Extensions and Changes to the PDUFA Date
The PDUFA date is a target, not a fixed deadline under all circumstances. The FDA can extend a review by three months if a sponsor submits a major amendment to the application during the review period. Extensions can also occur when the agency requests additional information from the sponsor.
Recent examples illustrate how this plays out. In May 2026, the FDA requested additional information during the review process for LEQEMBI IQLIK, classifying the response as a major amendment to the application and extending the PDUFA date by three months to August 24, 2026. Such extensions are communicated formally and typically accompanied by an explanation of the outstanding information required.

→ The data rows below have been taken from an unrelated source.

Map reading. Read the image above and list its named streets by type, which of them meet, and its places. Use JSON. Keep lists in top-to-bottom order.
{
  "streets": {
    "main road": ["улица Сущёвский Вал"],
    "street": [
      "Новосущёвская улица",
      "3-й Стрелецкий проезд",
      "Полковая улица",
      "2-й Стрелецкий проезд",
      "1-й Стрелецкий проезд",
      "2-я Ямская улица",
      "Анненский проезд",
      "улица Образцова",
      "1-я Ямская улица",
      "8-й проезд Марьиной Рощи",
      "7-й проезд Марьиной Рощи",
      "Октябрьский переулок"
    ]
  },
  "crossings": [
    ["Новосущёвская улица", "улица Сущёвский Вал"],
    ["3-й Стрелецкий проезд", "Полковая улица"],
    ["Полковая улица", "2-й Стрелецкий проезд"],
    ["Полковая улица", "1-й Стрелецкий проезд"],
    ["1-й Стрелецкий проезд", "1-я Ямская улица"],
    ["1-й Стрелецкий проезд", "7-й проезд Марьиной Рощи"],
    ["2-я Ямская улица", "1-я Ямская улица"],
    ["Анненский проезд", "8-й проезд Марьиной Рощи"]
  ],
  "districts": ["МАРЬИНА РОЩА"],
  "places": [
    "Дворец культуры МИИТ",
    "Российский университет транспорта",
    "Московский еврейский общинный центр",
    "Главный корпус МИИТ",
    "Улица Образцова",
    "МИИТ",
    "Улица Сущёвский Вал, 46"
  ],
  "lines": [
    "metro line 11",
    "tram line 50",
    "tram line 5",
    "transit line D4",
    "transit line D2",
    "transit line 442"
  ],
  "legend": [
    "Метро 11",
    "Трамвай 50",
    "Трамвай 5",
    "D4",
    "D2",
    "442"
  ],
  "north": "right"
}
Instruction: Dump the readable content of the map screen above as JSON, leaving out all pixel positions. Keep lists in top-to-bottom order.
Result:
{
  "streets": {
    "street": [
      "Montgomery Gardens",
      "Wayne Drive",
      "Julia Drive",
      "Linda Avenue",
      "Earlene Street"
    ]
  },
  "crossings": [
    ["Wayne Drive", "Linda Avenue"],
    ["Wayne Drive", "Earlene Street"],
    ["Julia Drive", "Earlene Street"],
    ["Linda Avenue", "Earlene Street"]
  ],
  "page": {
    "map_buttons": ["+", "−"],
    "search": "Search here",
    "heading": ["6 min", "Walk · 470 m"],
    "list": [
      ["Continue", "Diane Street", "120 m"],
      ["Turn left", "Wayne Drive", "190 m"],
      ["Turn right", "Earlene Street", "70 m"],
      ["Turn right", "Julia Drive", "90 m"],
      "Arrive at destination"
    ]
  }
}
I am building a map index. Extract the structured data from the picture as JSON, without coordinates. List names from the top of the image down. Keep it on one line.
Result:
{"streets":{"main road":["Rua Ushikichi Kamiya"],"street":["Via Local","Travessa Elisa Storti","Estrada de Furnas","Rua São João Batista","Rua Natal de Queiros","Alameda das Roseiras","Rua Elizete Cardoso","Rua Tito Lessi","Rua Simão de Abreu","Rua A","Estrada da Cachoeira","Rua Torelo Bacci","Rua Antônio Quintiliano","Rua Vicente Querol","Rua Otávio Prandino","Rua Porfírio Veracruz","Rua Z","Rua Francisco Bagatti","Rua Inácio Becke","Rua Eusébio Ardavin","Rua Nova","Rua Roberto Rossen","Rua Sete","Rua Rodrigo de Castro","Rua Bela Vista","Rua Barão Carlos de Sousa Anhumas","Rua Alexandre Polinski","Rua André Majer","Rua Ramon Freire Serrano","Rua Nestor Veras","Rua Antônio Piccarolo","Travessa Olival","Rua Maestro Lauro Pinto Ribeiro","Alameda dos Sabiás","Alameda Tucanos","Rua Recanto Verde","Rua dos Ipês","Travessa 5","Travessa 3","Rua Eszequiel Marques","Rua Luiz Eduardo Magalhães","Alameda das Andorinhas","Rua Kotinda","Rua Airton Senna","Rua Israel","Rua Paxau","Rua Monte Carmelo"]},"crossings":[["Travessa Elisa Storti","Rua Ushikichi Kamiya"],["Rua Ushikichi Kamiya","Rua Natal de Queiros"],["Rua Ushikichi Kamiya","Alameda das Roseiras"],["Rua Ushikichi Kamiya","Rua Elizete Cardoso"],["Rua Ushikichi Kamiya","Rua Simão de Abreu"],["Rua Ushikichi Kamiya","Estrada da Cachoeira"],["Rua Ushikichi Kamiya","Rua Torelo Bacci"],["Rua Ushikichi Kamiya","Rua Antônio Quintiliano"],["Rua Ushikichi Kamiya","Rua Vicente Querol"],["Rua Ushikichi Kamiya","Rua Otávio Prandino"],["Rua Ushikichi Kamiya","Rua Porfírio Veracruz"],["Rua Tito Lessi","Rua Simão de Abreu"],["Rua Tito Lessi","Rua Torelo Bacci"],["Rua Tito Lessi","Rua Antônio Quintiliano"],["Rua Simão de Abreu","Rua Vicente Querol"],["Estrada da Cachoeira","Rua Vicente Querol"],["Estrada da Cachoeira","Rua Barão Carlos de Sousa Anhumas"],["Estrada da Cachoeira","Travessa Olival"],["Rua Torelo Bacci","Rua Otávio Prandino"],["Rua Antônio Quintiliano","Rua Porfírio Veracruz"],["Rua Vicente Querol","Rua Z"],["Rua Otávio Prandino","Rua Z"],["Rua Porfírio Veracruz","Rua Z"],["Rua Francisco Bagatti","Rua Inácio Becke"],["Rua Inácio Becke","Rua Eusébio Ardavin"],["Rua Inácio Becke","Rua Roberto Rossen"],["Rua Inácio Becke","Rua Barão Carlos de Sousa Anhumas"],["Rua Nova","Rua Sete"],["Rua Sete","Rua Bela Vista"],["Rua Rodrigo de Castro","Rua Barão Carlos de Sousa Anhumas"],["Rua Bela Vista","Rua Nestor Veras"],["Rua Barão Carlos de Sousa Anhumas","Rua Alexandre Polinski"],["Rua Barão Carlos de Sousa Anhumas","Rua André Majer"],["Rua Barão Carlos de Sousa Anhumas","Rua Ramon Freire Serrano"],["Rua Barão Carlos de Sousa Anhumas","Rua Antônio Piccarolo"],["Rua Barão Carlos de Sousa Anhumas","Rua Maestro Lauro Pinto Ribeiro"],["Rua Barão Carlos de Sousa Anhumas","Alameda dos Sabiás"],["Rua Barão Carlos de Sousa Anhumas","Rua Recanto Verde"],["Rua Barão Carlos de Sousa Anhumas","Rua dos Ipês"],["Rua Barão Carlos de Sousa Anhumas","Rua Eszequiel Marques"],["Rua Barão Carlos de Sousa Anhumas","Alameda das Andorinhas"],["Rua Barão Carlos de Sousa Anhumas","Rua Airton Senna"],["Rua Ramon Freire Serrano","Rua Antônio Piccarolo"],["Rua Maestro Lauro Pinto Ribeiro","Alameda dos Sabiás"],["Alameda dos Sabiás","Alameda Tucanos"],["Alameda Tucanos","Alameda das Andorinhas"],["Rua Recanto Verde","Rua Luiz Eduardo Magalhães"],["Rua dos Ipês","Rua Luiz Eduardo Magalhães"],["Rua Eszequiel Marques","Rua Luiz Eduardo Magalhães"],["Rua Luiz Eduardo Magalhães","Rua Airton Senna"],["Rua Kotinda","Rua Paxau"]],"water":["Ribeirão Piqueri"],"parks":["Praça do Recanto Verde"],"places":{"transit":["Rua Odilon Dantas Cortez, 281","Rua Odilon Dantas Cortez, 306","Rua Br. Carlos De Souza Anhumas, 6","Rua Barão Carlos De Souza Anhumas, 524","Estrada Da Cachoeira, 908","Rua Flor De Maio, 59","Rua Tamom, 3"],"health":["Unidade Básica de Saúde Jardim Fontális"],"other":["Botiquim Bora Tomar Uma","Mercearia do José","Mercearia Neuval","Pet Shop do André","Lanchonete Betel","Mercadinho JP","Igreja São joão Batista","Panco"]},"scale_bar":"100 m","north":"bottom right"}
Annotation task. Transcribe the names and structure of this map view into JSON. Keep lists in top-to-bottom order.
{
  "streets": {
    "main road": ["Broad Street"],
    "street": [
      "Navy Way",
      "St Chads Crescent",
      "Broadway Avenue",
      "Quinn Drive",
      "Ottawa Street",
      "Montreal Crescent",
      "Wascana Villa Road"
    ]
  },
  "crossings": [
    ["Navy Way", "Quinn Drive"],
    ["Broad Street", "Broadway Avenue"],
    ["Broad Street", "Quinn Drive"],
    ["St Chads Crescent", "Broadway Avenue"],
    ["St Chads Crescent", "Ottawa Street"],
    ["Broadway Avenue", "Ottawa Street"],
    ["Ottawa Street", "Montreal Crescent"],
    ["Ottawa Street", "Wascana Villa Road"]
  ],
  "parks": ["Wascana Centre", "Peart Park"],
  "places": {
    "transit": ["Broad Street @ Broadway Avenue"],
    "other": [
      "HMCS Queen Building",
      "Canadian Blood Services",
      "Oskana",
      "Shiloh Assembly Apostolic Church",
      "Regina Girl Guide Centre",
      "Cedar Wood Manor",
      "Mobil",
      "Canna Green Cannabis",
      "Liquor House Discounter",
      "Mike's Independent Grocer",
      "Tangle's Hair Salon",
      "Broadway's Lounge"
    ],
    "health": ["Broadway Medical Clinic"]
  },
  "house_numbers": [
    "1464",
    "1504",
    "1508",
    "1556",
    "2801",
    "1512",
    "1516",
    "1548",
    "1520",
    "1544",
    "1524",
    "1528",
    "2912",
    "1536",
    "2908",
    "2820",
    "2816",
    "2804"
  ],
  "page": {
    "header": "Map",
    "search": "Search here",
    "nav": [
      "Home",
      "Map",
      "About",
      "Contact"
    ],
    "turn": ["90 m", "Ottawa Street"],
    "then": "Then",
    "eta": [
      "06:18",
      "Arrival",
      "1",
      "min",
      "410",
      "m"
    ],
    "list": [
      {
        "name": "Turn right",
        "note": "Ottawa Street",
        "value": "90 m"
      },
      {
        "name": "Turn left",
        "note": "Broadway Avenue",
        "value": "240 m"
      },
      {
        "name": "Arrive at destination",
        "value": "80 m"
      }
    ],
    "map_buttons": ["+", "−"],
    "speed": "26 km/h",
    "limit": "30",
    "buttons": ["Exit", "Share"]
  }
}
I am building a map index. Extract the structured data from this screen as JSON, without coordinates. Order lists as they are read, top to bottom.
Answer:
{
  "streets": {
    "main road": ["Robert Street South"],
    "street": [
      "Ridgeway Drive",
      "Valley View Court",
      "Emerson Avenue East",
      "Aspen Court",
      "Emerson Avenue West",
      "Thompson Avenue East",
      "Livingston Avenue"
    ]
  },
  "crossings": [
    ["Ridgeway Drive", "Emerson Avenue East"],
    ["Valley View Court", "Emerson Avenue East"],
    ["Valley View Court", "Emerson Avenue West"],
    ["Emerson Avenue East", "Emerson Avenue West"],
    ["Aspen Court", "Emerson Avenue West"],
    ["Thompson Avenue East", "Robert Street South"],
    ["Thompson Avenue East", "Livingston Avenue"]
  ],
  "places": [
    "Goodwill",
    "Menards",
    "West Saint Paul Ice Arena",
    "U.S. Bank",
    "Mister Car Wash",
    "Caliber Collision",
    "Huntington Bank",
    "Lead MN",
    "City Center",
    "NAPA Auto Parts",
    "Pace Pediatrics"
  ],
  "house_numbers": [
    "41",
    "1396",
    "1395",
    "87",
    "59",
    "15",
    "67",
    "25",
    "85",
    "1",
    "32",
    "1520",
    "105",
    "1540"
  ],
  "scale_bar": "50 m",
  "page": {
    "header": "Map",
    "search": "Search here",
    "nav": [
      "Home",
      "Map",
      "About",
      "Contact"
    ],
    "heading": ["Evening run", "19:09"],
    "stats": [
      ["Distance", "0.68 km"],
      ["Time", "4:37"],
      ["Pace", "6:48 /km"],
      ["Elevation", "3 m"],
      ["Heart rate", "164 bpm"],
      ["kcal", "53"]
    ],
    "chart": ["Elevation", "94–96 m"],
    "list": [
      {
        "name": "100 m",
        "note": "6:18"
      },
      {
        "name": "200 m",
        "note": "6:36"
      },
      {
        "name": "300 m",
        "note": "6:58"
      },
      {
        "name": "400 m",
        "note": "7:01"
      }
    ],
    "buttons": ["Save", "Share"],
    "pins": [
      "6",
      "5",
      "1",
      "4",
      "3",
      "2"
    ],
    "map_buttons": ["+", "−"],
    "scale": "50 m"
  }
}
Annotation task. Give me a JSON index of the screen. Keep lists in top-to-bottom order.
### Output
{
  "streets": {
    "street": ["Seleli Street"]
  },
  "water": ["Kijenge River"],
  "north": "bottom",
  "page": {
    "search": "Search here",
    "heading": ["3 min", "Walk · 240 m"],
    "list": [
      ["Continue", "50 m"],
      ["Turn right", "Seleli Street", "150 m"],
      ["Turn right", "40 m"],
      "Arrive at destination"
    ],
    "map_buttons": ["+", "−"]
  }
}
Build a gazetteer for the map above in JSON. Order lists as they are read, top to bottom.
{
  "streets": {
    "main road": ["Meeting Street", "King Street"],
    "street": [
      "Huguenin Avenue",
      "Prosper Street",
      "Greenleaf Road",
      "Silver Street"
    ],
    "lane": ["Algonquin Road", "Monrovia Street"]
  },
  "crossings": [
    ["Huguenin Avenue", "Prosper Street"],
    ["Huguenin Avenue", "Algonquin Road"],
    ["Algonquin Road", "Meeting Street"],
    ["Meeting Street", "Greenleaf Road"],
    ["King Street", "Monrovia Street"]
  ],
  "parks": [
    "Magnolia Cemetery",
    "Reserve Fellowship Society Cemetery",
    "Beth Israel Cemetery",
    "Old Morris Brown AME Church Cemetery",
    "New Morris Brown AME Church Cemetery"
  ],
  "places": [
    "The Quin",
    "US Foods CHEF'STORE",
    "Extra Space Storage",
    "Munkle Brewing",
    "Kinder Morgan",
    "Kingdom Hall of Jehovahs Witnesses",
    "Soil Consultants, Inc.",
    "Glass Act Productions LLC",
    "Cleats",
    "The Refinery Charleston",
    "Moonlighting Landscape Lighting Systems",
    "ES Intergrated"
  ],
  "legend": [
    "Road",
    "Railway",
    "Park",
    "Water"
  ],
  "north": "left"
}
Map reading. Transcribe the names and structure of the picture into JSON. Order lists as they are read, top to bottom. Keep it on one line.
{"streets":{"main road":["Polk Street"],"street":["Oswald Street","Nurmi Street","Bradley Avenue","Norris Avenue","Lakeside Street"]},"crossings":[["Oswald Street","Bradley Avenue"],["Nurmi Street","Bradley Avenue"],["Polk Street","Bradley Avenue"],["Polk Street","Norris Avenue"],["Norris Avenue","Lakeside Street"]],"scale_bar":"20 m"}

When a resubmission follows a CRL, a new PDUFA date is established. Once the drug sponsor addresses deficiencies, the application may be resubmitted, and a new review timeline and PDUFA date will be provided. The class of resubmission, whether Class 1 or Class 2, determines the length of the new review period, with Class 1 resubmissions reviewed within two months and Class 2 within six.
A Practical Summary
The PDUFA date is the FDA’s commitment to deliver a decision on a drug application within a defined timeframe. It emerged from a legislative framework designed to address chronic delays in the approval process, and its introduction has demonstrably accelerated the pathway from clinical evidence to patient access.
For life science professionals, tracking PDUFA dates, understanding the designations that shape them, and interpreting the outcomes they generate is central to regulatory strategy, commercial planning, and clinical care. The date itself is a marker, but the decisions made around it, from how an application is built to how a sponsor responds to a CRL, are where the real work happens.